## Records to process

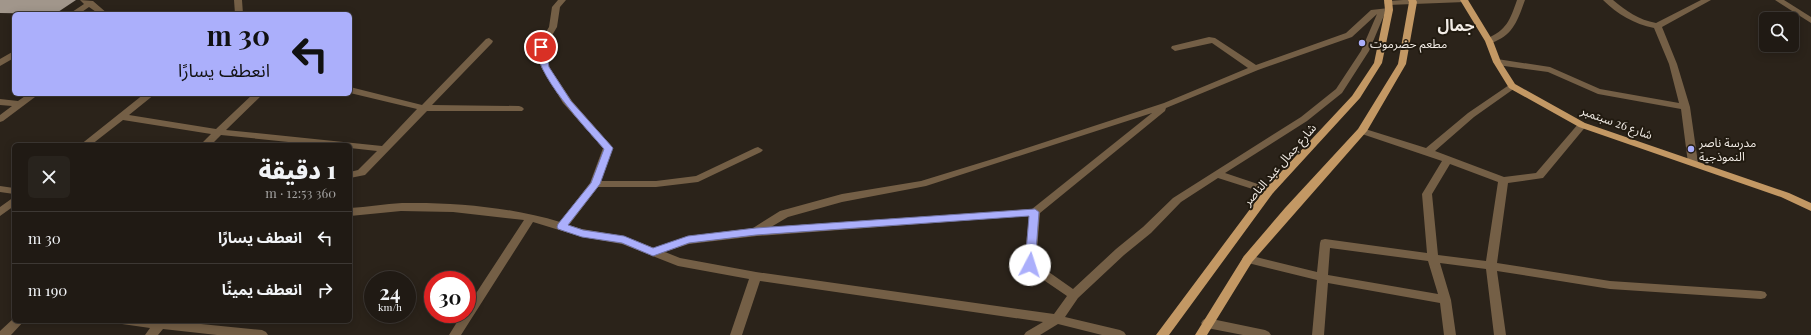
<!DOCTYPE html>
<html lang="ar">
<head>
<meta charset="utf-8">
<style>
  :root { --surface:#201a14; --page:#28231d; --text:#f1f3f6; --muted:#a2a1a0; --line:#3d3834 }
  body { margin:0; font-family:"Playfair Display","Noto Sans Arabic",serif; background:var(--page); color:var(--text); direction:rtl; height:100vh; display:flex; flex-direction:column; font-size:15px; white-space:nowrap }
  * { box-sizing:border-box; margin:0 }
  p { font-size:13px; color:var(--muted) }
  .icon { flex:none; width:22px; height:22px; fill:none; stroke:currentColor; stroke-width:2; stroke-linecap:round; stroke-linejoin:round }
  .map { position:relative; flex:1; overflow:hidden; direction:ltr }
  .drawer { position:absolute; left:12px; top:143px; width:340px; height:180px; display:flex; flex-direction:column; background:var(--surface); border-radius:6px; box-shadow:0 2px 10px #0003,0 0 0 1px var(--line); direction:rtl }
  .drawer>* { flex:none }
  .top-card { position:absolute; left:12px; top:12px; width:340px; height:84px; border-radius:6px; box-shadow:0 2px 10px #0003,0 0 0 1px var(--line); direction:rtl; background:#abaffb; color:#111; overflow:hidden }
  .fabs { position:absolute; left:1759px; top:12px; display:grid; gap:8px }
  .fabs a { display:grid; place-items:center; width:40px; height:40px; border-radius:6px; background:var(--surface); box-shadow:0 2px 10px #0003,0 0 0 1px var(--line); font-size:20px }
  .speed { position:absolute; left:364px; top:271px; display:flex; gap:8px; font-size:20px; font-weight:700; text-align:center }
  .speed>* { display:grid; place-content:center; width:52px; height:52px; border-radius:50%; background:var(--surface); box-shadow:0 2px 10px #0003,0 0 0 1px var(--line); line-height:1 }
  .speed small { font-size:10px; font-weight:400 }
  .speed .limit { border:6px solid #d22; background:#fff; color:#111 }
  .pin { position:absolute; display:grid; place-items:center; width:34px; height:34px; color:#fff; margin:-17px; border:2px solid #fff; border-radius:50%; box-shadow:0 1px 4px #0007 }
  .me { position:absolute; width:44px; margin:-22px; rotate:5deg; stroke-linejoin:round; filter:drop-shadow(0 0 3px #0008) }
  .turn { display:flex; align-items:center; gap:14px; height:84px; padding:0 16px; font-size:18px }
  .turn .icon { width:52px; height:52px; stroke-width:2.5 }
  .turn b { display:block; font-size:28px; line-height:34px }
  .round { display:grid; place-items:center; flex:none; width:42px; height:42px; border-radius:6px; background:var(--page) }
  .head { display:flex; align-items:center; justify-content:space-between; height:68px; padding:0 16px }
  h1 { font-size:24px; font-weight:800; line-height:30px }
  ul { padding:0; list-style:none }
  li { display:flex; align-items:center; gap:12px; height:52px; padding:0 16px; border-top:1px solid var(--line) }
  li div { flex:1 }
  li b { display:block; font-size:15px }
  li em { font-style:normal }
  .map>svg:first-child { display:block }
</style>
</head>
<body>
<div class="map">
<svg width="1811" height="335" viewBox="0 0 1811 335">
  <rect width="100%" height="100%" fill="#2b231a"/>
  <path fill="#a1968b" d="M0 0H76L55 14 0 13Z"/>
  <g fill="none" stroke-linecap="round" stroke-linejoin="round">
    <path fill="#745f46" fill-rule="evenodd" d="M80 0 93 1 108 14H99L89 7 79 14H69L84 4Z
      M234 0H242L243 14H235Z
      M558 0H566L560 7 557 27 545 47 549 67 572 101 613 148 601 181H656L696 176 755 148 758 147 763 150 761 152 698 182 656 187H598L569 225 582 229 624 236 654 248 688 236 753 228 780 211 842 194 921 181 996 158 1164 103 1248 68 1212 43 1175 51 1171 48 1172 46 1209 37 1215 38 1256 65 1346 33 1371 10 1389 8 1393 10 1385 13 1369 51 1342 93 1307 121 1225 173 1273 189 1274 191 1273 193H1265L1218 178 1181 202 1151 233 1124 255 1078 298 1065 317 1120 330 1124 332 1126 335H1102L1058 324 1040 335H1024L1026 332 1043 322 760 281 742 335H730L749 279 678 266 622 244 582 237 533 222 461 335H449L462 314H467V307L524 220 453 212 401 211 350 216V208C367 207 385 204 402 203 454 202 510 207 560 222L590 183 603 148 563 103 541 67 537 47 549 27 552 7ZM1377 14 1361 51 1336 89 1301 117 1173 198 1143 227 1116 249 1073 289 1036 263 1040 213 1165 111 1166 108 1258 70 1352 37ZM1152 113 1032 209 771 227 788 217 842 202 926 186ZM1029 216 1024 265 1026 268 1067 296 1054 314 756 272 680 258 665 252 689 244 757 236Z
      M1403 0H1469L1465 2 1388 5 1384 3 1388 1Z
      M1517 0H1525C1519 16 1515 32 1498 40 1494 42 1491 44 1486 43V39C1507 30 1510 20 1517 0Z
      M1603 0H1613C1626 11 1639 20 1656 23L1701 0H1711L1662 27 1677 64 1690 107 1698 163 1697 165 1693 166 1688 163 1681 109 1598 94 1548 72 1497 65 1493 62 1497 59 1550 67 1600 89 1679 103 1669 64 1654 28C1634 24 1617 14 1603 0Z
      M1775 0H1784L1811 17V23Z
      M489 38 493 41 492 43 432 105 519 106 522 107 524 109 522 111H427L365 175 350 178V172L358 170 377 151 350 148V145H318L221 135 211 145H200L211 134 123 120 91 145H80L144 94H155L129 115 216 129 253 94H263L226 130 382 146 417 109 350 93V87L422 105 486 39Z
      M14 51V58L0 66V59Z
      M1512 83 1517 86 1515 88 1474 117 1435 151 1504 177 1536 173 1579 123 1582 122 1587 125 1543 178 1508 183 1497 263 1610 281 1761 291 1765 292 1767 295 1765 298 1761 299 1610 289 1497 271 1506 335H1494L1486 269 1440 263 1451 300 1456 335H1444L1440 303 1328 283 1324 335H1312L1317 280 1244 262 1242 259 1244 256 1248 255 1317 272 1320 243 1321 240 1325 239 1427 253 1422 194 1442 161 1359 133 1357 131 1362 128 1426 148 1468 113ZM1450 164 1498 182 1486 261 1438 255 1432 194ZM1330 248 1428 261 1438 294 1328 275Z
      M28 94H39L3 121 0 122V115L12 106 0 105V99L18 101Z
      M0 186 14 188V194L0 192Z
      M14 197V206L0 216V207Z
      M14 318V321H24L11 335H0V331Z
      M1207 318 1265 330 1269 332 1271 335H1243L1207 328 1203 326 1201 323 1203 320Z
      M120 321H171L262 330 266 332 268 335H217L163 329 158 335H145L150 328 122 324Z"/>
    <path fill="#c39864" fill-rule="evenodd" d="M1384 0H1392L1393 10 1382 63 1360 98 1273 193 1169 335H1156L1265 189 1352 96 1374 63 1385 10Z
      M1408 0H1416L1417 2 1406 64 1367 131 1252 262 1207 335H1195L1244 256 1285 208 1358 129 1398 64 1409 2Z
      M1460 0H1468L1493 41 1501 62 1515 84 1585 123 1789 193 1811 203V211L1781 197 1579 127 1509 88 1493 62 1485 41Z"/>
  </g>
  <path fill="#abaffb" stroke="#6f72a3" d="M538 45 545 47 549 67 571 101 613 148 600 184 568 225 583 230 624 236 653 248 688 236 756 228 1035 209 1039 212 1035 265 1030 268 1025 265 1029 216 756 235 689 243 653 256 622 243 582 237 558 229 557 227 558 224 591 183 604 149C588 130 530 70 538 45Z"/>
  <g fill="#abaffb" stroke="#211a10" stroke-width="1.5">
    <circle cx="1362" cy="43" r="4"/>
    <circle cx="1691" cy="149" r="4"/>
  </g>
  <g text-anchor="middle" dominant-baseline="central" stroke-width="4" stroke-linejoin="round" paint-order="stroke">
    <g font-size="12" fill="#f2ece6" stroke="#211a10" text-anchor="start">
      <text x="1370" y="43">مطعم حضرموت</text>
      <text x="1699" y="142">مدرسة ناصر<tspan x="1699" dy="14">النموذجية</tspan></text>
    </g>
    <g font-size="12" fill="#f2ece6" stroke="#211a10">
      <text transform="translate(1617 122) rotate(20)">شارع 26 سبتمبر</text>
      <text transform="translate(1279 164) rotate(-49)">شارع جمال عبد الناصر</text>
    </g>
    <g font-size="16" font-weight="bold" fill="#f2ece6" stroke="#211a10">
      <text x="1456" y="24">جمال</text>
    </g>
  </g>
</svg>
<div class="fabs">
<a><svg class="icon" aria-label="search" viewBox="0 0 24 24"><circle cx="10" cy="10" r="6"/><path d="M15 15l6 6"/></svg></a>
</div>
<div class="speed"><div>24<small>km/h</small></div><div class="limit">30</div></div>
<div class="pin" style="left:541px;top:47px;background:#d93025"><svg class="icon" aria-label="arrive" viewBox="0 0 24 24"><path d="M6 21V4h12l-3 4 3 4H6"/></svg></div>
<svg class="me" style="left:1030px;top:265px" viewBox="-20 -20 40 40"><circle r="19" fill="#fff"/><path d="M0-13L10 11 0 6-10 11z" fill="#abaffb"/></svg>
<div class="top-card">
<div class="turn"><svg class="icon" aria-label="left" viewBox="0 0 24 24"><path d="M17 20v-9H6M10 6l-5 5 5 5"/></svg><div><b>30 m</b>انعطف يسارًا</div></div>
</div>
<section class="drawer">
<div class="head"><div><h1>1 دقيقة</h1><p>360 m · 12:53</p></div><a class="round"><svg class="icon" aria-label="close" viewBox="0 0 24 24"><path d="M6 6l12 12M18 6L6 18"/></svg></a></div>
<ul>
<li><svg class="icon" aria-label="left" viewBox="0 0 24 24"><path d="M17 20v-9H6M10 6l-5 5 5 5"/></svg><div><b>انعطف يسارًا</b></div><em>30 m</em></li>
<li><svg class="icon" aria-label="right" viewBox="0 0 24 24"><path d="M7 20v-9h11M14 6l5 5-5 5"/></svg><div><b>انعطف يمينًا</b></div><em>190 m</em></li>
</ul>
</section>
</div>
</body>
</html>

## Work request
From the records above, extract exactly and only the lines that begin at the line with "position:absolute; display:grid; place-items:center;" and stop after the line with "display:block; font-size:28px; line-height:34px".

## Answer section
  .pin { position:absolute; display:grid; place-items:center; width:34px; height:34px; color:#fff; margin:-17px; border:2px solid #fff; border-radius:50%; box-shadow:0 1px 4px #0007 }
  .me { position:absolute; width:44px; margin:-22px; rotate:5deg; stroke-linejoin:round; filter:drop-shadow(0 0 3px #0008) }
  .turn { display:flex; align-items:center; gap:14px; height:84px; padding:0 16px; font-size:18px }
  .turn .icon { width:52px; height:52px; stroke-width:2.5 }
  .turn b { display:block; font-size:28px; line-height:34px }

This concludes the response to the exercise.